Gather, from the listing beneath this task, every line holding the string "controls".

Material supplied:
= = = = =
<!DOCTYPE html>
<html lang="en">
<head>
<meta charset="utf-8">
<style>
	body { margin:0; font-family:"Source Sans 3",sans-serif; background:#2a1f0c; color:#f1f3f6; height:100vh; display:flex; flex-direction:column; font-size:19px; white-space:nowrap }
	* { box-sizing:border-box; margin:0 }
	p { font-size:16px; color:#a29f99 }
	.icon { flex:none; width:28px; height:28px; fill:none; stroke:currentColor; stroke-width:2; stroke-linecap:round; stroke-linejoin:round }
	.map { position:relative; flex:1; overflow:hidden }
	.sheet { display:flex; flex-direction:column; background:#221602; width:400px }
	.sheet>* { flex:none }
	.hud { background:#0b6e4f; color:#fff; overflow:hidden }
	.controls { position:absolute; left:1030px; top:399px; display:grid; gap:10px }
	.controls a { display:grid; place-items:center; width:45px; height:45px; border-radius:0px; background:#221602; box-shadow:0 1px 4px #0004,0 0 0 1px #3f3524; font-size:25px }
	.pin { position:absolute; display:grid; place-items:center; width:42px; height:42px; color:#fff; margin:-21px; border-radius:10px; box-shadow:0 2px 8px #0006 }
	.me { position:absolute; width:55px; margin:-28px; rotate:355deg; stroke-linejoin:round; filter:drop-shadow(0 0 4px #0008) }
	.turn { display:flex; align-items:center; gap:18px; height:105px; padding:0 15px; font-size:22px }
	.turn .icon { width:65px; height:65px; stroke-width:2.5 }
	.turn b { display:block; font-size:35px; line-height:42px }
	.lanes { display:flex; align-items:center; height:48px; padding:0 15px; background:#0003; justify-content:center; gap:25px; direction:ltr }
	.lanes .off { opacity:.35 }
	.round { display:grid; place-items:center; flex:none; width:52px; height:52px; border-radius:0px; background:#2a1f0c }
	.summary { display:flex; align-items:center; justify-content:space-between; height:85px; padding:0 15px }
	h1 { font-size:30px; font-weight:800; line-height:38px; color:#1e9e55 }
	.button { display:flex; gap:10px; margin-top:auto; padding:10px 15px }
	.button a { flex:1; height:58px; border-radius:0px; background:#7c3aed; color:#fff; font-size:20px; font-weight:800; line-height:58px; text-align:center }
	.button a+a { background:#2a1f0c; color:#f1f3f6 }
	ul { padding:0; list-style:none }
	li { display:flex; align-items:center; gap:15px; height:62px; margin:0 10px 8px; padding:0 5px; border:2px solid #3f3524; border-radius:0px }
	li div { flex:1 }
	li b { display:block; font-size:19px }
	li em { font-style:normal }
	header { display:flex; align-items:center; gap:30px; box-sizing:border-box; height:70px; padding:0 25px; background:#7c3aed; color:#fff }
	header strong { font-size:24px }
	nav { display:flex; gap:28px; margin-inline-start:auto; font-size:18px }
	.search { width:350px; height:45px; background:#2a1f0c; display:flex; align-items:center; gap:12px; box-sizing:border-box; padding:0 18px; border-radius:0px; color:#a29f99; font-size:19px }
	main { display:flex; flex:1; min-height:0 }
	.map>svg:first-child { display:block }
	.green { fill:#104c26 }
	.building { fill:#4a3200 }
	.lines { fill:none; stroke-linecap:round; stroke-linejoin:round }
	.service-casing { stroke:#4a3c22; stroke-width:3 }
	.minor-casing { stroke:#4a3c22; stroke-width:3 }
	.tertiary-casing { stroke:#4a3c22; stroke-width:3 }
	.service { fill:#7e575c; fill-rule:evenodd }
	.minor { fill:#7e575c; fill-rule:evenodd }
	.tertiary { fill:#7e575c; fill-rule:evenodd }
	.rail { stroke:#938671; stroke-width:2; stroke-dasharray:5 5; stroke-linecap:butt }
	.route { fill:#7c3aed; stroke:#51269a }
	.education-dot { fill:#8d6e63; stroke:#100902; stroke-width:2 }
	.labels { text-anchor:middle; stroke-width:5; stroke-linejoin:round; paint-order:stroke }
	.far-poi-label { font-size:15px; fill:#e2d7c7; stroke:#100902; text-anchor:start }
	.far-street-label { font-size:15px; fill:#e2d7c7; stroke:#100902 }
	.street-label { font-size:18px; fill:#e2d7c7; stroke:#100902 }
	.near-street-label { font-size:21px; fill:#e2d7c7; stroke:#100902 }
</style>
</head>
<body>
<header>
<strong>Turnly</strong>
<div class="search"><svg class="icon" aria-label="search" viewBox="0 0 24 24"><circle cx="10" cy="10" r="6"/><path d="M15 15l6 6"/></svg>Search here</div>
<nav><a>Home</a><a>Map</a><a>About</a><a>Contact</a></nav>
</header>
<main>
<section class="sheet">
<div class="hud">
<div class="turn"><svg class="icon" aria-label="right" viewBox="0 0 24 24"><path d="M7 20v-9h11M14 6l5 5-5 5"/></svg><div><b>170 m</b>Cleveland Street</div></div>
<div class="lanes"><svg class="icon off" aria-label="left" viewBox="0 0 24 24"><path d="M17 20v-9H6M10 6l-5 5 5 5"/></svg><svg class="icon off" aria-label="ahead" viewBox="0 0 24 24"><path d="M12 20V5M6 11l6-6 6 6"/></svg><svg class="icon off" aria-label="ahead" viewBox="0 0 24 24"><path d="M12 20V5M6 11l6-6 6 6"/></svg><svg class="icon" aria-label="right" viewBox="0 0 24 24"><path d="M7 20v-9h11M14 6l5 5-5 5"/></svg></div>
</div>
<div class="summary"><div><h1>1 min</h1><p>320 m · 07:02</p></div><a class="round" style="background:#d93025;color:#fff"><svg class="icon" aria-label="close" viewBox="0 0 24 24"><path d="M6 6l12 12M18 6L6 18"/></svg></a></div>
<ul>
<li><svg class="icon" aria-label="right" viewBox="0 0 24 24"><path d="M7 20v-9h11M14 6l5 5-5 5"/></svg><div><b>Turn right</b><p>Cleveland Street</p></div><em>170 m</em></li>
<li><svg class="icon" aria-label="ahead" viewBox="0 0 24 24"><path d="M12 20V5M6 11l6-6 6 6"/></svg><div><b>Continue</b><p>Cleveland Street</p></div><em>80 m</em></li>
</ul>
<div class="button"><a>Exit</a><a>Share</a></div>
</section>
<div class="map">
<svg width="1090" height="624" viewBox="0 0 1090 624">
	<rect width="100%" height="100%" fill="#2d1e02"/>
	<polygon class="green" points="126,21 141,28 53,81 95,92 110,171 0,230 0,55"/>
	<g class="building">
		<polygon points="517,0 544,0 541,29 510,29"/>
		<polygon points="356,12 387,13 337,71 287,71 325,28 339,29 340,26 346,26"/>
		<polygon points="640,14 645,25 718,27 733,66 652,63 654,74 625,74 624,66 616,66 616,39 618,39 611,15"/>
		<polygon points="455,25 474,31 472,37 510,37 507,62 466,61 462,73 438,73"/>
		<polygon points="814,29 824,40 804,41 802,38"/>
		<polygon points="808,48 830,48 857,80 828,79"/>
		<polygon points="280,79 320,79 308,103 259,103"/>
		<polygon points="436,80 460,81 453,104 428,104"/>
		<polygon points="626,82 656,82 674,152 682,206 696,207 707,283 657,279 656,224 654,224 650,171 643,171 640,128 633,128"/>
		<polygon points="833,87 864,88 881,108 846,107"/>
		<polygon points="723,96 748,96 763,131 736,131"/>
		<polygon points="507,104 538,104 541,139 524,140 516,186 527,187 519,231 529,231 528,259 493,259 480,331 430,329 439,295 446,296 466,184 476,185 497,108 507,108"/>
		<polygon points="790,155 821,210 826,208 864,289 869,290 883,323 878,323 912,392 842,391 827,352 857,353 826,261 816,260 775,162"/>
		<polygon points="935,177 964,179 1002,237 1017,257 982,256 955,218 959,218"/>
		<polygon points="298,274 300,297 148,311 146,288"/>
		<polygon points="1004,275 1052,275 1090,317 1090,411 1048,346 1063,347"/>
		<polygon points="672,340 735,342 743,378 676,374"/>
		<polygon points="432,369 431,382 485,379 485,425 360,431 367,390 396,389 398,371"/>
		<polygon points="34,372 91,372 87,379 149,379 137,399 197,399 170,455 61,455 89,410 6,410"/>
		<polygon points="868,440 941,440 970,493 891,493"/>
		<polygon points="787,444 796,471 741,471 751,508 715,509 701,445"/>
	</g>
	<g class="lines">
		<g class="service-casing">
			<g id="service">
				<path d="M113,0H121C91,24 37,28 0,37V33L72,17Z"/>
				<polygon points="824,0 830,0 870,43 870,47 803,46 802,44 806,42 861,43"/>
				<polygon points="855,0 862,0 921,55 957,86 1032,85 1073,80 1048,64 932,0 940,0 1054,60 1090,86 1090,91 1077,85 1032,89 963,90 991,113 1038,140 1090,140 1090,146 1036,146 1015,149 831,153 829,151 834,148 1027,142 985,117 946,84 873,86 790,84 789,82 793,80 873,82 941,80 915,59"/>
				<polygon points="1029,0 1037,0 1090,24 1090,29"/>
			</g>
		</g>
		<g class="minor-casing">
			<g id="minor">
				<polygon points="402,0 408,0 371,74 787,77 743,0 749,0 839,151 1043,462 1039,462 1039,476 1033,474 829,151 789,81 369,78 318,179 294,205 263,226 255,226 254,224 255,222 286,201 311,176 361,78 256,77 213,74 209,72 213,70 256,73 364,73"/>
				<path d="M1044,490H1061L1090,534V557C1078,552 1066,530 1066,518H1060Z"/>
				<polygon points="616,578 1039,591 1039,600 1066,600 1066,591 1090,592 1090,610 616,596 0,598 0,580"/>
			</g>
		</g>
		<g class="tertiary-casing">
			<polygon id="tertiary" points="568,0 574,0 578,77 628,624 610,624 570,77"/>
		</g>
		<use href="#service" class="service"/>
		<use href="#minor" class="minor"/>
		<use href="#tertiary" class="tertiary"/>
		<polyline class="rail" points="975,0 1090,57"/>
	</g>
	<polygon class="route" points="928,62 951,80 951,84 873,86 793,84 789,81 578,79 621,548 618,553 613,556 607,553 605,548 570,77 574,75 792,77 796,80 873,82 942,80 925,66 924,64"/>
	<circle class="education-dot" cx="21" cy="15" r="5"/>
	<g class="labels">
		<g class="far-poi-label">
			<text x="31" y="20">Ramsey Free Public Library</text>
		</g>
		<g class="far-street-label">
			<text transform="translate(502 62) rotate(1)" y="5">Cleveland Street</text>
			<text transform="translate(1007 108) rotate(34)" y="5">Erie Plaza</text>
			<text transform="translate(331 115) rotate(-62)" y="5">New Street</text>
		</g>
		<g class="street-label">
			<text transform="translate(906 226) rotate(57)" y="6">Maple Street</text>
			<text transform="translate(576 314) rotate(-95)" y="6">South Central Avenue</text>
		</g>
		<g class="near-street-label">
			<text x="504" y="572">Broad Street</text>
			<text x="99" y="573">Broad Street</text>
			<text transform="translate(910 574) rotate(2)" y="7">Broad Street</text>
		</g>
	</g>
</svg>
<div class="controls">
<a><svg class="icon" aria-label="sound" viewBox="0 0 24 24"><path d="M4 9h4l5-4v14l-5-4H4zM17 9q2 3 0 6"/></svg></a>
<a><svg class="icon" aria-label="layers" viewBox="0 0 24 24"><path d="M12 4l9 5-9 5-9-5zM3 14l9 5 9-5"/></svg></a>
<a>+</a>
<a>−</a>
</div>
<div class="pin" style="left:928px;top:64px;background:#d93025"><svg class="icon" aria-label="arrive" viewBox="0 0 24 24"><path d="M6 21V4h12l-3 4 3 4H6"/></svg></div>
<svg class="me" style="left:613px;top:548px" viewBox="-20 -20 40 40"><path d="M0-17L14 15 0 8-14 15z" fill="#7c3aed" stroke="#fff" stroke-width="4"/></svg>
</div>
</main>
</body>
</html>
= = = = =
Task solution:
	.controls { position:absolute; left:1030px; top:399px; display:grid; gap:10px }
	.controls a { display:grid; place-items:center; width:45px; height:45px; border-radius:0px; background:#221602; box-shadow:0 1px 4px #0004,0 0 0 1px #3f3524; font-size:25px }
<div class="controls">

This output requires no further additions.